Chemotherapy-induced peripheral neuropathy (CIPN) is a common side effect of cumulative dosage [1], with considerable variability in symptoms and severity [2]. The estimated prevalence of CIPN varies between 30 and 40% [2] and reaches as high as 90% [1]. CIPN-related symptoms are felt primarily in the hands and feet, with numbness, paresthesia, shooting or stabbing pain, burning, cramping, and hypersensitivity to cold [3]. The mechanism of this condition involves neuronal toxicity and inflammation [2,4,5], with sensory symptoms tending to be more severe than motor or autonomic ones [2]. CIPN progresses in a dose-dependent manner [2,4] and may require dose reduction or discontinuation of the chemotherapy [2]. Management of these symptoms remains challenging due to the limited efficacy of existing interventions, such as prevention of therapy, reduction of dose, switching of therapies, time from end of treatment, and pharmacological therapies, which do not provide substantial benefit to most patients and are associated with significant side effects [4].

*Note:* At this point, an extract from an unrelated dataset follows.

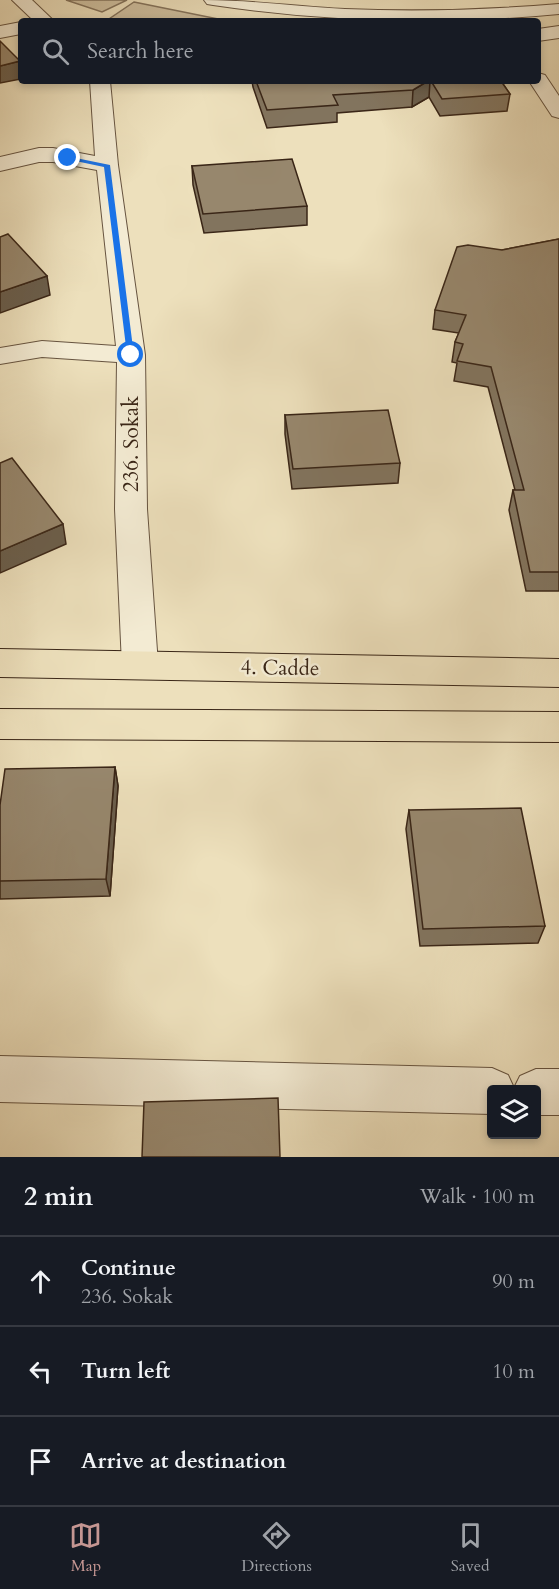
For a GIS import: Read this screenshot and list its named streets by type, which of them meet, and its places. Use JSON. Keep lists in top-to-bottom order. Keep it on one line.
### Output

Opioids are currently considered the gold standard for the relief of cancer-related pain [6,7]. However, they are associated with adverse effects, such as constipation, sedation, addiction, and, in extreme cases, overdose [6]. The medicinal use of cannabis has a long history, but it became progressively more restricted in the 20th century. Recent legislation, however, has altered the legality of its use, with clinical trials now focusing upon its potential role in alleviating the side effects of cancer therapy [8].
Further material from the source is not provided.